Q: Do the Neutrodine filters provide cost savings, too?
A: In short, yes. Operating cost savings are achieved when the filter replacement costs are less than the energy that would have been consumed by an equivalent ducted hood.
Here's an example: A ducted 6-foot hood will likely consume around 750 cfm of fresh air when the sash is open and 150 cfm when the sash is closed. Depending upon use, the operating cost of this ducted hood is somewhere around $3,000 to $4,500 per year—possibly more.
Compare that to a filtered fume hood, where the cost of replacing the four primary filters in a 6-foot hood is roughly $4,000 to the owner, including labor. If the filters last three years in the customer’s application, that is an annualized cost of only $1,350 versus a potential expenditure totaling $4,500 or more. Also, note that the annual cost of maintenance of a ducted hood versus a filtered hood can be substantially more given the additional equipment required to make it work properly (like airflow control valves, exhaust fans, etc.).
Q: Let's get into that a little more. From an overall filtered fume hood perspective, what are we looking at in terms of a lab's bottom line?
A: Filtered fume hoods do not require the myriad accommodations that must be made for ducted, comparable units—exhaust ducts, exhaust airflow control devices, additional flow/sash sensors or roof-mounted exhaust fans. Rather, they are stand-alone devices that do not require connection to anything other than an electrical outlet and, of course, any services the customer needs to work (like vacuum, gas or water as with a traditional ducted hood). In addition, these arrangements greatly reduce the HVAC demand and allow both laboratory supply and exhaust air to be controlled with devices that are smaller, cost less and are easier to use.
Q: Talk a little about the environmental benefit of the GFH technology.
A: We no longer dump untreated wastewater into streams and oceans. Why should we take exception with the air and hazardous chemicals? Well, "reduce, reuse and recycle" is still an efficient model, but it's simply not viable for hazardous waste that must be destroyed. Far better than exhausting pollutants into the atmosphere, used Neutrodine filters must be incinerated.

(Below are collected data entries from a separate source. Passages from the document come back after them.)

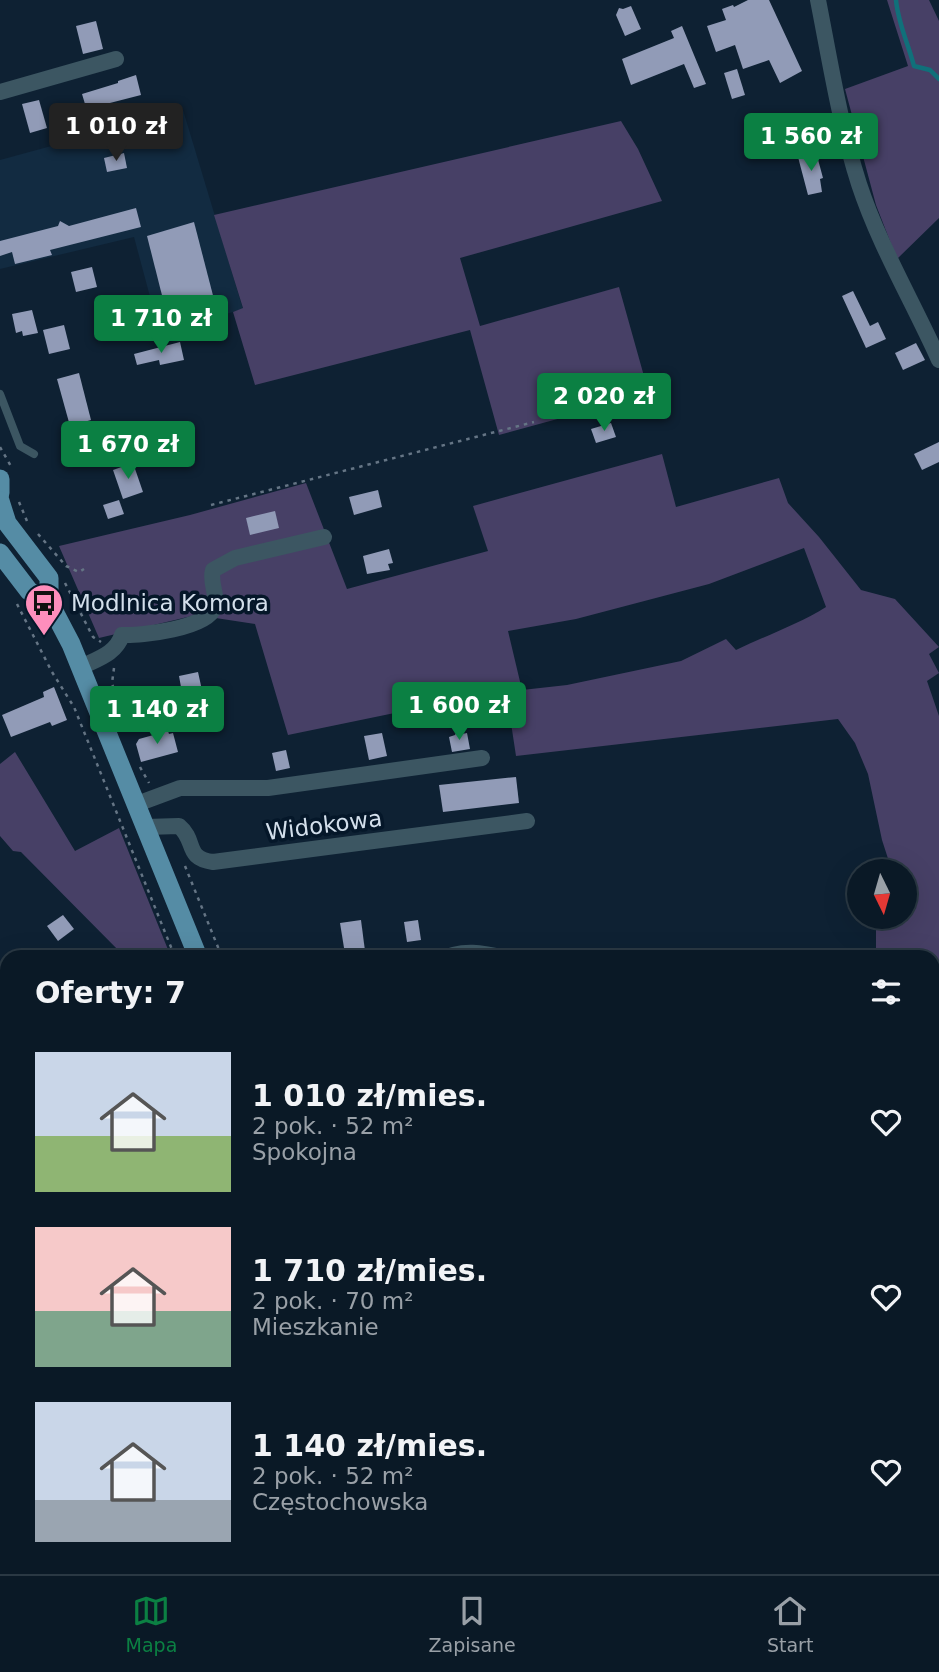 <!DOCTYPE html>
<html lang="pl">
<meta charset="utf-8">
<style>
:root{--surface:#0a1926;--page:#182632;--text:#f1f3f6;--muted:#99a0a7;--line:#2a3843;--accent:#0b8043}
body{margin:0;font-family:"DejaVu Sans",sans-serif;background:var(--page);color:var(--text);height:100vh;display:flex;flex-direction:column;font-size:26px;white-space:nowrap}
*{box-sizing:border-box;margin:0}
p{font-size:23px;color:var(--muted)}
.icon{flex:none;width:38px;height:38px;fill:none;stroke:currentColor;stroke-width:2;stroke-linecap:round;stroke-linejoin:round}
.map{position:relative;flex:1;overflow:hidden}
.sheet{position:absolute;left:0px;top:950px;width:940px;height:625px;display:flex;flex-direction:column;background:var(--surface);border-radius:21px 21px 0 0;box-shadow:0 7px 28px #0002,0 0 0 2px var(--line)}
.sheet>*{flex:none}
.needle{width:46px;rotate:175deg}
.buttons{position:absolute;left:847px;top:859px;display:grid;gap:14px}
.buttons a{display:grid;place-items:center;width:70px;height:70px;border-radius:50%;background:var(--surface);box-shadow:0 7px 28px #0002,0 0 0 2px var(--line);font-size:35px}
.price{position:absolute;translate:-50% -60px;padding:0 16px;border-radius:7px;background:var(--accent);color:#fff;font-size:23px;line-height:46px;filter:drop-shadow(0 2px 4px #0008)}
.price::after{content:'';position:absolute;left:50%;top:42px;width:21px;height:16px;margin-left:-10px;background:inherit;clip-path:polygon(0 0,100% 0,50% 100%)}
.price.on{background:#222;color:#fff}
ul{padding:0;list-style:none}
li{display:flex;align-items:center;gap:21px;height:175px;padding:0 35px}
li span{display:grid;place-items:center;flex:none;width:196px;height:140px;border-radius:0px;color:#555}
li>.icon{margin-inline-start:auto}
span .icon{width:84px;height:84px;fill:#fffc;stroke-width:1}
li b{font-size:30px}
h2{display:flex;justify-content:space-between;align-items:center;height:84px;padding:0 35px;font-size:30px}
.tab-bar{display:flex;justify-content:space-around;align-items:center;height:98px;border-top:2px solid var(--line);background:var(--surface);font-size:19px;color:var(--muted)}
.tab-bar a{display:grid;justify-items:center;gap:4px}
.tab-bar .on{color:var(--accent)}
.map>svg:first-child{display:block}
</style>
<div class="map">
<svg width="939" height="1574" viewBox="0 0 939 1574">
<rect width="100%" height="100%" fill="#0e2133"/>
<path fill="#122b41" d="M 183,110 L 243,309 L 160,334 L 134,237 L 0,269 L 0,160 Z"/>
<g fill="#474066" fill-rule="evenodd">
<path d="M 887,0 L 929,0 L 939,21 L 939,218 L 897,259 L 876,205 L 845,89 L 908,66 Z"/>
<path d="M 621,121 L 638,149 L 662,201 L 460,258 L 480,326 L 619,287 L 649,394 L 499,435 L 470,330 L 255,385 L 233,312 L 243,308 L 214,215 Z"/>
<path d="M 662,454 L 676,507 L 779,478 L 788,503 L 819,537 L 861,590 L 895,599 L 939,647 L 929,654 L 939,673 L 927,681 L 939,716 L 939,1520 L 933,1526 L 933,957 L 876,957 L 876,917 L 905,917 L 905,872 L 892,871 L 882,840 L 868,774 L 855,743 L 838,719 L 516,756 L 506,690 L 288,735 L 255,624 L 196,615 L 99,638 L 59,546 L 190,515 L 306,483 L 347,589 L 488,551 L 473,506 ZM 804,548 L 826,607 C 799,624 765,636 736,650 L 726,639 L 681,661 L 567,685 L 522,690 L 508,631 L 576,619 L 709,584 Z"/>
<path d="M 15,752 L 75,851 L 119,828 L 171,957 L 125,957 L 21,852 L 13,851 L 0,836 L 0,764 Z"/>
<path d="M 0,1035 L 7,1035 L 7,1242 L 0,1230 Z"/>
<path d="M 0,1378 L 7,1390 L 7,1539 L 3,1541 L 7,1547 L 7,1568 L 18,1568 L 21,1574 L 0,1574 Z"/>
<path d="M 129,1568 L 294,1568 L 279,1574 L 132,1574 Z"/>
<path d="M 791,1568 L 892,1568 L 887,1574 L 799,1574 Z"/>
</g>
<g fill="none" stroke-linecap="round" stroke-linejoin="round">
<path stroke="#10707a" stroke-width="4.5" d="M 896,0 C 898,23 908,43 914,66 L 930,70 L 939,79"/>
</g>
<g fill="#919bb7">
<path d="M 748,0 L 769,0 L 802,71 L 780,83 L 769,60 L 743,69 L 735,45 L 716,52 L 707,26 L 726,20 L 722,9 L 733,5 L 734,7 Z"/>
<path d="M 631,6 L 641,29 L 625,36 L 616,15 L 619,8 L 623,9 Z"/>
<path d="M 96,21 L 103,49 L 83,54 L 76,26 Z"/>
<path d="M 682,26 L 706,84 L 694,88 L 684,64 L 631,85 L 622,59 L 674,38 L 671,31 Z"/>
<path d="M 737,69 L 745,95 L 732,99 L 724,73 Z"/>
<path d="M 136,75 L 141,95 L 106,104 L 107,108 L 88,114 L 82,94 L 118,83 L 118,81 Z"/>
<path d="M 39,100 L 47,128 L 30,133 L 22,104 Z"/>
<path d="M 816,152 L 823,178 L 820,179 L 822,192 L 808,195 L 798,157 Z"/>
<path d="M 124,153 L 127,168 L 107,172 L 104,158 Z"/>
<path d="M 136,208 L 141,227 L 50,250 L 52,255 L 15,264 L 12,252 L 0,256 L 0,241 L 58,226 L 60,221 L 69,226 Z"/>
<path d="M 194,222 L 216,307 L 168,319 L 147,236 Z"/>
<path d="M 92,267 L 97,287 L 76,292 L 71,272 Z"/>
<path d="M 853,291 L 870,326 L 878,322 L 886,339 L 866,348 L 842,296 Z"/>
<path d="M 32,310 L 38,333 L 23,336 L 22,331 L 16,333 L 12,314 Z"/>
<path d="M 64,325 L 70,349 L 49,354 L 43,330 Z"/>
<path d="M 180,342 L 184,360 L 160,365 L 159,360 L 137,365 L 134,354 Z"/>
<path d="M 916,343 L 925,360 L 903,370 L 895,353 Z"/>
<path d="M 79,373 L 91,420 L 70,426 L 57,379 Z"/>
<path d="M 611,423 L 616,437 L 596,443 L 591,429 Z"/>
<path d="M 939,442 L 939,462 L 922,470 L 914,454 Z"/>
<path d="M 133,463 L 143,492 L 123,499 L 113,470 Z"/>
<path d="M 378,490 L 382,507 L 354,515 L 349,497 Z"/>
<path d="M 119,500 L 124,514 L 108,519 L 103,505 Z"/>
<path d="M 275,511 L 279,528 L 250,535 L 246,518 Z"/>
<path d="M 389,549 L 393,563 L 388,564 L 390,570 L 367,574 L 363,556 Z"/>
<path d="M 198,672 L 209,722 L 190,726 L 183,697 L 178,699 L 175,689 L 181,687 L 179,676 Z"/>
<path d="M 54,687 L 67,720 L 52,726 L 50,722 L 11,737 L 2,715 L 44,697 L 43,692 Z"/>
<path d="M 168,731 L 169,734 L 173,733 L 178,752 L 141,762 L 136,744 L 139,739 Z"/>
<path d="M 457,731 L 462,734 L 467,733 L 470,749 L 452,752 L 449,737 L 455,735 Z"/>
<path d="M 382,733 L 387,756 L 369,760 L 364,736 Z"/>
<path d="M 286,750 L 290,768 L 276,771 L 272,753 Z"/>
<path d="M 516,777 L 519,803 L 443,812 L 439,785 Z"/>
<path d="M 63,915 L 74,929 L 58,941 L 47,926 Z"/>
<path d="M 361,920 L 365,951 L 345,954 L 340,923 Z"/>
<path d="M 418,920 L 421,940 L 407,942 L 404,922 Z"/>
</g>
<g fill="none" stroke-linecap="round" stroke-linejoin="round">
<g stroke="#657585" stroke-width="2.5" stroke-dasharray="3.5 5" stroke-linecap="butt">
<path d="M 0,447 L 12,468"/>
<path d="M 19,502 L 27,521"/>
<path d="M 211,505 L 534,422"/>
<path d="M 38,534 L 66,566 L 79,572 L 84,569"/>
<path d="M 65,583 L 93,637 L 101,642"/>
<path d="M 17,604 L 52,672 L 74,707 L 175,957"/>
<path d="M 114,668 L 112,683 L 125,729"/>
<path d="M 140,767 L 149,783"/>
<path d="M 185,866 L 222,957"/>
</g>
<g stroke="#3c5662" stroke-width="8">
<path d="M 0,394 L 20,446 L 34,454"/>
<path d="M 437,957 C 465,942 491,951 520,957"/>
<path d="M 933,1508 L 939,1502"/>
<path d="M 933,1562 L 939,1569"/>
<path d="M 872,1574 L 877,1568"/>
</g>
<g stroke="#3c5662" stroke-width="16">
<path d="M 818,0 C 830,61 840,125 859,184 C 879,245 913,302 939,360"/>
<path d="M 0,92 L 116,59"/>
<path d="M 81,667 C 97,659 116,654 122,635 C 142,636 207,628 214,608 C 219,596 209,583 213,570 L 235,558 L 324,537"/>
<path d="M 137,804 L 180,788 L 268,788 L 482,758"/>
<path d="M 146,827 L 179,826 C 197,841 184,858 213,862 L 527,821"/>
<path d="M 0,1031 L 7,1031"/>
<path d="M 685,1574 L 691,1568"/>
</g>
<g stroke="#558ca5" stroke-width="19">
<path d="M 0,479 L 0,493"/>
<path d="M 0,501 L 7,523 L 49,578 L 49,602 L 71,644 L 198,957"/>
<path d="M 0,553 L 29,591 L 49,602"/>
<path d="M 388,1568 L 389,1574"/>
</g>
</g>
<defs>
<symbol id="bus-pin" viewBox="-11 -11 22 30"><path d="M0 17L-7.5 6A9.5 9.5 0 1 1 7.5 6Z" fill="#fe8ebc" stroke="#051729"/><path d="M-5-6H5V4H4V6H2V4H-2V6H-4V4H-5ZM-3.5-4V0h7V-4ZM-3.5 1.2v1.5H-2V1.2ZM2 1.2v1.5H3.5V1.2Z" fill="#111"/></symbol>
</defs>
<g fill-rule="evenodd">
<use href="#bus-pin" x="22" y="581" width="44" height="60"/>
</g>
<g text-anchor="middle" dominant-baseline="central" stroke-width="7" stroke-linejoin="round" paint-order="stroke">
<g font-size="23" fill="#d3dfeb" stroke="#051729" text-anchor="start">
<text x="71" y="603">Modlnica Komora</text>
</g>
<g font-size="23" fill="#d3dfeb" stroke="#051729">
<text transform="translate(324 825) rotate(-7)">Widokowa</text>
</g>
</g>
</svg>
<div class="buttons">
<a><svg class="needle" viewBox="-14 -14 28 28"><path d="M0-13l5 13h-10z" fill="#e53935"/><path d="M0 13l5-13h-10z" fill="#99a0a7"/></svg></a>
</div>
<b class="price on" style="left:116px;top:163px">1 010 zł</b>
<b class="price" style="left:811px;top:173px">1 560 zł</b>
<b class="price" style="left:161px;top:355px">1 710 zł</b>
<b class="price" style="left:604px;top:433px">2 020 zł</b>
<b class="price" style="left:128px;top:481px">1 670 zł</b>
<b class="price" style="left:459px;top:742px">1 600 zł</b>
<b class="price" style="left:157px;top:746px">1 140 zł</b>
<section class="sheet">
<h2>Oferty: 7<svg class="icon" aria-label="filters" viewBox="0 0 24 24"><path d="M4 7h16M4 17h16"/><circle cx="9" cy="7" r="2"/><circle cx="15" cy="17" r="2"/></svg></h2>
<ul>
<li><span style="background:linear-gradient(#c9d6e8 60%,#8fb573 0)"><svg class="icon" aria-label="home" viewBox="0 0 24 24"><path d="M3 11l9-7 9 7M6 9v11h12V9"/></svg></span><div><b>1 010 zł/mies.</b><p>2 pok. · 52 m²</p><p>Spokojna</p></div><svg class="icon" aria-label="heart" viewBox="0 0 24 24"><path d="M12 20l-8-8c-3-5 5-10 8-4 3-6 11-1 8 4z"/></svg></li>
<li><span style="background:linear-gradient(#f6c9c9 60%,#7fa58c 0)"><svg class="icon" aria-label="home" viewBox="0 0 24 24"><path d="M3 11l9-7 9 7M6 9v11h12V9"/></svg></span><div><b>1 710 zł/mies.</b><p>2 pok. · 70 m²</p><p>Mieszkanie</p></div><svg class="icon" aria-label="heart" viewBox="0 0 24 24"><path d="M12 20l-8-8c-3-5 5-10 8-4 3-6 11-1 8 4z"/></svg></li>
<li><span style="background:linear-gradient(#c9d6e8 70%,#9aa5b1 0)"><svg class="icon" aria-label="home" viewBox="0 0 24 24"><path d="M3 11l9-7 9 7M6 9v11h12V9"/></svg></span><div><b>1 140 zł/mies.</b><p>2 pok. · 52 m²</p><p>Częstochowska</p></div><svg class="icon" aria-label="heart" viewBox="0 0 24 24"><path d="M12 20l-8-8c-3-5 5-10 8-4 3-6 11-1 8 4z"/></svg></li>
</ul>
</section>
</div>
<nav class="tab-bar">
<a class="on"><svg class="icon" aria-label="map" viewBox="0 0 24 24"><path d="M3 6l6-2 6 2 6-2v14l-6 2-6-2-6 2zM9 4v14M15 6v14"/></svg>Mapa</a>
<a><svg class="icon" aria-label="saved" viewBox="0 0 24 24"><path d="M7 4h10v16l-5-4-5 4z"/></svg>Zapisane</a>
<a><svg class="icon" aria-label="home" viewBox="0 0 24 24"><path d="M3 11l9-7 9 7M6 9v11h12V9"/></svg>Start</a>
</nav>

And, adhering to EPA's Clean Air Act regulations, those incinerators must achieve a destruction and removal efficiency of 99.99% or better. Incineration does require energy, yes, and there is some remaining ash that must be stored long term. Once incinerators are brought up to temperature, the combustion process is nearly self-sustaining—a catalytic effect. In addition, there are heat exchangers used to convert heat to electricity and put it back on the grid.
Q: Has Erlab always worked on these kinds of innovative projects?
A: Erlab has now manufactured over 100,000 ductless and filtered fume hoods globally. Mr. Hauville, founder of Erlab, was awarded the first patent on the ductless hood back in 1970. Since that time, Erlab has continued to further develop, innovate and invent chemical filtration solutions addressing today’s needs. Our R&D laboratory is the heart of our company’s culture and spirit.